The command line for the globus-job-manager-event-generator program is globus-job-manager-event-generator -s SCHEDULER_TYPE. The SCHEDULER_TYPE should match the pattern of a log_path entry in the $GLOBUS_LOCATION/etc/globus-job-manager-seg.conf as described above.

NOTE: Remember, if your scheduler logs have restrictive permissions, then this script must be run by an account which has privileges to read those files.

NOTE: Old log files created by the globus-job-manager-event-generator script may be deleted if the administrator is certain that there are no jobs which will restart and require the old information. The names of the log files correspond to the dates when the events occurred. If there is at least one log file in the directory, then when the globus-job-manager-event-generator is restarted, it will resume logging from the timestamp of the newest event in that log file.

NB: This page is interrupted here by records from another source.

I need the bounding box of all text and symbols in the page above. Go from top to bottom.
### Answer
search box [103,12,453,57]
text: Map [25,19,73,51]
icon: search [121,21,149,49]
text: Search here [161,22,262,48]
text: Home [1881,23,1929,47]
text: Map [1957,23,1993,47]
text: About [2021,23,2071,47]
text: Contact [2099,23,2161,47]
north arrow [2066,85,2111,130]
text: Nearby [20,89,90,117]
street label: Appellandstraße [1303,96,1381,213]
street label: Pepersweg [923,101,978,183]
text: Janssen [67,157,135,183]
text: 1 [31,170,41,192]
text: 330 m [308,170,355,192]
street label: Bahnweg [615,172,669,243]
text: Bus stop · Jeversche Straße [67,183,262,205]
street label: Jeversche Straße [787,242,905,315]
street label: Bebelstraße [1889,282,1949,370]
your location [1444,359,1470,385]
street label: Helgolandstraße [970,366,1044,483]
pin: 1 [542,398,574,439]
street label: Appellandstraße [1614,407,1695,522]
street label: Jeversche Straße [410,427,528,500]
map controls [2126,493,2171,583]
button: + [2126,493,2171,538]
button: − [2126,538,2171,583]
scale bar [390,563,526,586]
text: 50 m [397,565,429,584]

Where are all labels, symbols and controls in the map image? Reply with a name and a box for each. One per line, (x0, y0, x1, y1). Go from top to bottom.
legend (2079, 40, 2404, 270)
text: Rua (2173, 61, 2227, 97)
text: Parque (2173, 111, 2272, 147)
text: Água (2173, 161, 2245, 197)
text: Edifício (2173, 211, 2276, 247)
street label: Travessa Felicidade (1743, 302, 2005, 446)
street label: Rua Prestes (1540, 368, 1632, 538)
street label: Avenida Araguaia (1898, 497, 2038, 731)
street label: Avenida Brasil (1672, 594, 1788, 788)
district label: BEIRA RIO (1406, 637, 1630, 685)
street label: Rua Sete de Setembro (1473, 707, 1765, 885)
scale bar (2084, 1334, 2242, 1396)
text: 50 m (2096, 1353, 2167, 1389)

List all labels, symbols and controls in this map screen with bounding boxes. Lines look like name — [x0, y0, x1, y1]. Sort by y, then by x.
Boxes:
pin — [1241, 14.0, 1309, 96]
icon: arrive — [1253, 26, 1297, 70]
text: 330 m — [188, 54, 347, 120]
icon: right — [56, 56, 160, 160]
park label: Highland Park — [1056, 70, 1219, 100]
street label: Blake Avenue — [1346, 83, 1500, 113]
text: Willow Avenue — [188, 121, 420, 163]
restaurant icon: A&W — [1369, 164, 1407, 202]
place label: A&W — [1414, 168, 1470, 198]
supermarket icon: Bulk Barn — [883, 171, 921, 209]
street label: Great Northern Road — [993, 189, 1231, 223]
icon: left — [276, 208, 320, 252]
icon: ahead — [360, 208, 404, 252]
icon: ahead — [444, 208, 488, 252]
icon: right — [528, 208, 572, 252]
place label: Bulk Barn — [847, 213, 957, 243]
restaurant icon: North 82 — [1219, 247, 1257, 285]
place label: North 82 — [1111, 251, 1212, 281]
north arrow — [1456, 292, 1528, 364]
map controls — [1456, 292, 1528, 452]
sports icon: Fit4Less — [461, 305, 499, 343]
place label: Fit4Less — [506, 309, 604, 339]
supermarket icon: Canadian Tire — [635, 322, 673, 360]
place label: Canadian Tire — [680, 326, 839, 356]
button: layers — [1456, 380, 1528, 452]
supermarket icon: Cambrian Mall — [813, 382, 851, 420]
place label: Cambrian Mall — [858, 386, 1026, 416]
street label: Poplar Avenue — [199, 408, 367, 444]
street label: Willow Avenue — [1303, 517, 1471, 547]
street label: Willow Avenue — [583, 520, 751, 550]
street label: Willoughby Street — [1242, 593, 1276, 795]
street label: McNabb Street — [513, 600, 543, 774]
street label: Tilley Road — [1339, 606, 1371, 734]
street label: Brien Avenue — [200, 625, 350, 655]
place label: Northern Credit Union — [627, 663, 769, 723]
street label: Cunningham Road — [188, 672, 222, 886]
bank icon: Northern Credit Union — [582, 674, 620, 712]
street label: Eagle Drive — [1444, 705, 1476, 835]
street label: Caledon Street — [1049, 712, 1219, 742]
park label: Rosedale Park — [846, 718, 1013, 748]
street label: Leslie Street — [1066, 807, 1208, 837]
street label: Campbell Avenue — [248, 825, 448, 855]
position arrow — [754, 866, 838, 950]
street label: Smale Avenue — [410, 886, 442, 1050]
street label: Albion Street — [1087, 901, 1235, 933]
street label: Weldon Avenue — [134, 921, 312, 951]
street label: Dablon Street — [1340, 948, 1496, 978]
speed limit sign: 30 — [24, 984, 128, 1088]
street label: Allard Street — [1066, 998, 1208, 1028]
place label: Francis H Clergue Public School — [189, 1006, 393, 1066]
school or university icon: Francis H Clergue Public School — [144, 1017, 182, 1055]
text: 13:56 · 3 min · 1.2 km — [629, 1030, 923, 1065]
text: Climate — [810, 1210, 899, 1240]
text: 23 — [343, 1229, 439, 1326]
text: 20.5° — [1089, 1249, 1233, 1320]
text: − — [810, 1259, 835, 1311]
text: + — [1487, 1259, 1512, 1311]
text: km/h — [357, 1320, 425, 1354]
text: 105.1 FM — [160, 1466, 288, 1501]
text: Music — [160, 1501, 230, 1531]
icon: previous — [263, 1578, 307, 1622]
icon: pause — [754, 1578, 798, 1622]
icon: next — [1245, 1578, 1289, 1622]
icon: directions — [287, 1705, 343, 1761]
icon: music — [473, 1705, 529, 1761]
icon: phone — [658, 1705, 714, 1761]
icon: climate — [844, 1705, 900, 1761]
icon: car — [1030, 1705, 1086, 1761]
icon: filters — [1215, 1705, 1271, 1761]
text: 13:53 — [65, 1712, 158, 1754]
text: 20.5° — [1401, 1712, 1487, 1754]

Troubleshooting the globus-job-manager-event-generator

PROBLEM: The globus-job-manager-event-generator program terminates immediately with the output:
        Error: SCHEDULER not configured
        

SOLUTION 1: Make sure that you specified the correct name for the SCHEDULER module on the command line to the globus-job-manager-event-generator program

SOLUTION 2: There is no entry for lsf in the $GLOBUS_LOCATION/etc/globus-job-manager-seg.conf file. See the section on globus-job-manager-event-generator Configuration.

PROBLEM: The globus-job-manager-event-generator program terminates immediately with the output:
        Fault: globus_xio: Operation was canceled
        

SOLUTION: The scheduler module selected on the command line could not be loaded by the Globus Scheduler Event Generator. Check that the name is correct, the module is installed, and the setup script for that module has been run.

PROBLEM: The Job Manager never receives any events from the scheduler.

SOLUTION 1: Verify that the directory specified in the $GLOBUS_LOCATION/etc/globus-job-manager-seg.conf for the scheduler exists, is writable by the account running the globus-job-manager-event-generator and is readable by the user account running the job manager.

SOLUTION 2: Verify that the globus-job-manager-event-generator program is running.

SOLUTION 3: Verify that the globus-job-manager-event-generator program has permissions to read the scheduler logs. To help diagnose this, run (as the account you wish to run the globus-job-manager-event-generator as) the command

        $GLOBUS_LOCATION/libexec/globus-scheduler-event-generator -s <SCHEDULER_TYPE> -t 1 
        

You should see events printed to the stdout of that process if it is working correctly.